THE PROBLEM: Find the lines in the records below that contain "list", and report each of them.

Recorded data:
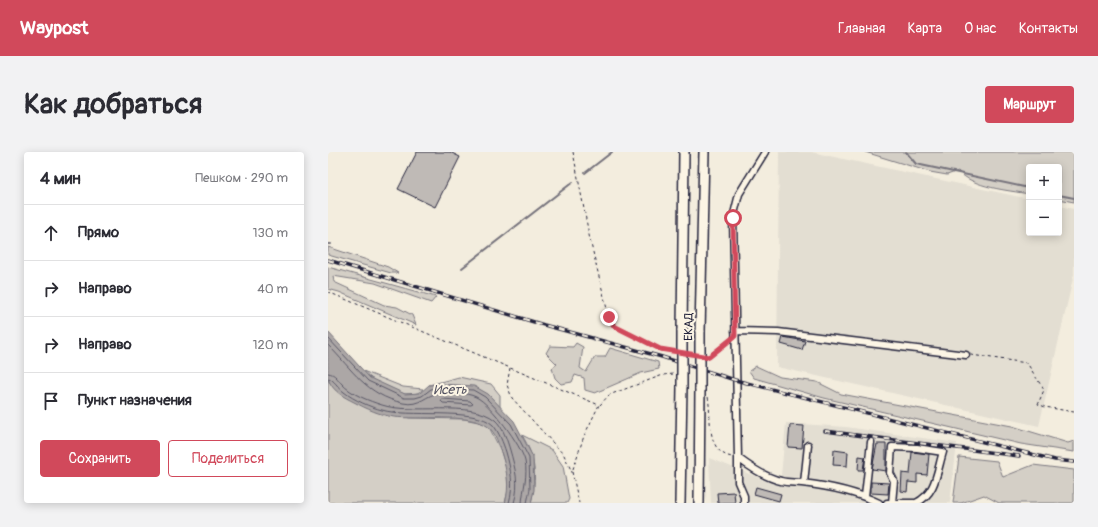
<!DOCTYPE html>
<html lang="ru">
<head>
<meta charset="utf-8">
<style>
	body { margin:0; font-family:Pangolin,sans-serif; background:#f2f2f3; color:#2b2b33 }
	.controls { position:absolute; right:12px; top:12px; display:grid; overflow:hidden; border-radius:4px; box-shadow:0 2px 10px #0003 }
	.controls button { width:36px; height:36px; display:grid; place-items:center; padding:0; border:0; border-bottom:1px solid #e1e1e2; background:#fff; color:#2b2b33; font:20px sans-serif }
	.stop { position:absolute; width:12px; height:12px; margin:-9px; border:3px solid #d1495b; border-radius:50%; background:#fff }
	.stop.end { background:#d1495b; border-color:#fff; box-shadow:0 1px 4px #0008 }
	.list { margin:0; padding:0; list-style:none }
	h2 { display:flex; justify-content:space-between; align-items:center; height:52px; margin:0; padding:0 16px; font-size:17px }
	h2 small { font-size:13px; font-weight:400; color:#7c7c81 }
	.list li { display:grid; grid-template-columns:26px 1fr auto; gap:12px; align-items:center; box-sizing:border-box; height:56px; padding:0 16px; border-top:1px solid #e1e1e2 }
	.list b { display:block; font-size:15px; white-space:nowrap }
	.list em { font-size:13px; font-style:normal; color:#7c7c81 }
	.actions { display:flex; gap:8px; padding:12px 16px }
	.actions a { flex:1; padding:9px 0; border:1px solid #d1495b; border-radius:4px; text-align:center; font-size:14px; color:#d1495b }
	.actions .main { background:#d1495b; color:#fff }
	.icon { flex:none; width:22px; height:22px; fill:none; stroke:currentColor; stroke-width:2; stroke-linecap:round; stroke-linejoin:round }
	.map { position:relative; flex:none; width:746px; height:351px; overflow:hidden; border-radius:4px }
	header { display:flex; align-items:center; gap:24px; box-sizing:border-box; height:56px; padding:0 20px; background:#d1495b; color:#fff }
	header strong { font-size:19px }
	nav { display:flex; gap:22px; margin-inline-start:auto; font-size:14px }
	.intro { display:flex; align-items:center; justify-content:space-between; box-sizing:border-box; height:96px; padding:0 24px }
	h1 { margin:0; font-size:28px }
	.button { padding:10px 18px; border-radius:4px; background:#d1495b; color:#fff; font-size:14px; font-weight:700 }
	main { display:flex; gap:24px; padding:0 24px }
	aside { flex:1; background:#fff; border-radius:4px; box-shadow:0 2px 10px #0003 }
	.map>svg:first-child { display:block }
	.built { fill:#e3ded2 }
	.green { fill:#d4cfc6; stroke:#7b7880 }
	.water { fill:#aca7a6; stroke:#75727b }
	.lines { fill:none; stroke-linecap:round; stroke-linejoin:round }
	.shore { stroke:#595766; stroke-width:1 }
	.stream { stroke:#75727b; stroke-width:2 }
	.building { fill:#bfbab6; stroke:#22223b }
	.minor-casing { stroke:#22223b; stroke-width:9 }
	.highway-casing { stroke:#22223b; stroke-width:12 }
	.path { stroke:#22223b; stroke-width:1; stroke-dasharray:3 3; stroke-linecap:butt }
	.minor { stroke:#fcf5e5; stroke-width:6 }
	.highway { stroke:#fcf5e5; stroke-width:9 }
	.rail-casing { stroke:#22223b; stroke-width:3.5 }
	.rail { stroke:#fcf5e5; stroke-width:2; stroke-dasharray:6; stroke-linecap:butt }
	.highway-bridge-casing { stroke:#22223b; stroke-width:12; stroke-linecap:butt }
	.highway-bridge { stroke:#fcf5e5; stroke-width:9 }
	.route { stroke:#d1495b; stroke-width:5 }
	.labels { text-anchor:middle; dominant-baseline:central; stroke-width:4; stroke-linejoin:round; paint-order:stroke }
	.street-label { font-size:12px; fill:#22223b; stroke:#fcf5e5 }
	.water-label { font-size:13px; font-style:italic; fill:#525160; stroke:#fcf5e5 }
</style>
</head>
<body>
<header>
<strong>Waypost</strong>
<nav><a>Главная</a><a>Карта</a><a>О нас</a><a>Контакты</a></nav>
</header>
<div class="intro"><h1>Как добраться</h1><a class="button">Маршрут</a></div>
<main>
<aside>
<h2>4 мин<small>Пешком · 290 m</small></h2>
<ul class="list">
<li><svg class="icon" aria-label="ahead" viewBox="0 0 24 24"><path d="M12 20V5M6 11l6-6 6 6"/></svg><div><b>Прямо</b></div><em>130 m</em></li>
<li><svg class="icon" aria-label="right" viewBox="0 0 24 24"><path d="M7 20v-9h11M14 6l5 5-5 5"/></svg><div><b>Направо</b></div><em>40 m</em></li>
<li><svg class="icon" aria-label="right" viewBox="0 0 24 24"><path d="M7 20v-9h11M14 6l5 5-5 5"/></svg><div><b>Направо</b></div><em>120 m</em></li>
<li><svg class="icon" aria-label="arrive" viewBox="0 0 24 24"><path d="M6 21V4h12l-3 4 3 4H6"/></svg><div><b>Пункт назначения</b></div></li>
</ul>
<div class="actions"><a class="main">Сохранить</a><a>Поделиться</a></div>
</aside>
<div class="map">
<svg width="746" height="351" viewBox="0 0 746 351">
	<rect width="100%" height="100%" fill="#f3edde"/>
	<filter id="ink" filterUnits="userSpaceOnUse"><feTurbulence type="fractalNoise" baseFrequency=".025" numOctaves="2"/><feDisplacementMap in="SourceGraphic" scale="8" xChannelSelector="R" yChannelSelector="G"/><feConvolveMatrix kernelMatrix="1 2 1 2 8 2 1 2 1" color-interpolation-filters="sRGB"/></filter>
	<g filter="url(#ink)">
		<path class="built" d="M451,0H483L701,47V81H731V54L746,57V122L711,274L449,215Z
			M458,271L518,275L629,291L622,351H383L381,306L452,334Z"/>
		<path class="green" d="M537,0H746V50L731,47V15H701V42C679,38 646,36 630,19L619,23L602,20Z
			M0,95L60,115L70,121H63L0,103Z
			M0,115L108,145L103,151L47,131L5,124L6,130L56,153L69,155L84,163L88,173L11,140L0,137Z
			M248,191L255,195L252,216L258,220L267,205H277L282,196L330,210L331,217L313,221L267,241L257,238L256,226L247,223L244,230L233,232L227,226L224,216L229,212L218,201L222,194L245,195Z
			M428,214L452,225L489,230L513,242L684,274L740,291L746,289V300L693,292L496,246L426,226L421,219Z
			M35,219L75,235L95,237C82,252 46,231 35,219Z
			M131,225L163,232L172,243V255L168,252L101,233Z
			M0,227L1,230L81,266L136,267L155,271L161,275L172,297L179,319L180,339L177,351H0Z
			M194,283L224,298L235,314L241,347L239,351H203C209,325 208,306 194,283Z
			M631,305L669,309L675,325L705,313L746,318V351H671L656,343L633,351H625Z"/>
		<path class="water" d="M0,180L42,226L77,242L92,241L101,233L113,232L146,234L160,242L186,269L205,305L206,338L203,351H177C182,334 179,320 174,303C171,294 168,280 159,274C141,261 90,268 66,265C52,263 39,257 26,250C16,245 6,240 1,229C0,221 0,191 0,180Z"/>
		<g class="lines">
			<path class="shore" d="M0,186L40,229L76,246H87L94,244L103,237L113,236L145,238L157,245L183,272L201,306L202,337L199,351
				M0,193C25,218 38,243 75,251C92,255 98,242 112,241C123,241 138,240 148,245C163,252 193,293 197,309C200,323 195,337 194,351
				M0,221C8,222 9,227 14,232C23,242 41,249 54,253C84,263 143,248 167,268C175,275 179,288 182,298C187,316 192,332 186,351
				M0,226C6,227 10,236 16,240C26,248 42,255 54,258C79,266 148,255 165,273C171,280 175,291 178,300C183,318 186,333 181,351
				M115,247L142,249L145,252L143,253L115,251L113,249Z"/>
			<path class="stream" d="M578,0L588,12L701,36
				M257,21L284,0
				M731,43L746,46
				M0,92H3
				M134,116L245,30"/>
		</g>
		<path class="building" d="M89,0H122L132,5L107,55L70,37Z
			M455,185L477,189L474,198L453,192Z
			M462,273L476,274L474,296L460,295Z
			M549,292H558V319L544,317Z
			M506,298L520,300L519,314L505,313Z
			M584,300L601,302L599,323L589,322V331L580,330L579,340L573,339L574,321L582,322Z
			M531,304L537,305L535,318H530Z
			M543,330L561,331L560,342L543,341Z
			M428,335L453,342L451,349L426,342Z
			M406,340L407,351H390L389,341Z"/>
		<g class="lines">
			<defs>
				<path id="minor" d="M437,0L411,42L405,66L410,306C422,315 438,326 453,329C460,331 467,330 474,331C500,334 528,340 551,351
					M407,179L450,180L638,203
					M410,306V330L416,344V351
					M476,331L480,293
					M537,344L543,290
					M559,351H586
					M564,351L566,329L562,321L564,295L589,296L615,300C609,319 608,342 588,351"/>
				<path id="highway" d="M354,179L356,0
					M372,180L376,0
					M352,351L354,234
					M371,351L372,236"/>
			</defs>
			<use href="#minor" class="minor-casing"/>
			<use href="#highway" class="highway-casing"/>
			<path class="path" d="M245,0L262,88L281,165L286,174L332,197L346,199
				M0,140L271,253L256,284L244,320L251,351
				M643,203L699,211L716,238L710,252L717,255L746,260
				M379,205L401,190
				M182,216L179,233L184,246L236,303L244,320
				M380,245C384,266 377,300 404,305
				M272,253L281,243L335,223L346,222"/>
			<use href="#minor" class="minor"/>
			<use href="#highway" class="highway"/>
			<defs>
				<path id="rail" d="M0,108L216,173L334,205L407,228L727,308L746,310
					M497,279L691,304"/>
			</defs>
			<use href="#rail" class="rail-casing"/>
			<use href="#rail" class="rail"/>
			<defs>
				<path id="highway-bridge" d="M354,234V179
					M372,236V180"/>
			</defs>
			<use href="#highway-bridge" class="highway-bridge-casing"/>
			<use href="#highway-bridge" class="highway-bridge"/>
		</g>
	</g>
	<g class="lines" filter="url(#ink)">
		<path class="route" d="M281,165L286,174L332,197L381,205L407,184L405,66"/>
	</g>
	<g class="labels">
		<g class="street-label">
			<text transform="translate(361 175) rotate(-89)">ЕКАД</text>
		</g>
		<g class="water-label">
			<text transform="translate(122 238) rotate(-1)">Исеть</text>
		</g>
	</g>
</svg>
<div class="controls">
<button>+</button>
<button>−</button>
</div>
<div class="stop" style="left:405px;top:66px"></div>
<div class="stop end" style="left:281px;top:165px"></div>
</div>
</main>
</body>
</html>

WRITTEN RESPONSE:
	.list { margin:0; padding:0; list-style:none }
	.list li { display:grid; grid-template-columns:26px 1fr auto; gap:12px; align-items:center; box-sizing:border-box; height:56px; padding:0 16px; border-top:1px solid #e1e1e2 }
	.list b { display:block; font-size:15px; white-space:nowrap }
	.list em { font-size:13px; font-style:normal; color:#7c7c81 }
<ul class="list">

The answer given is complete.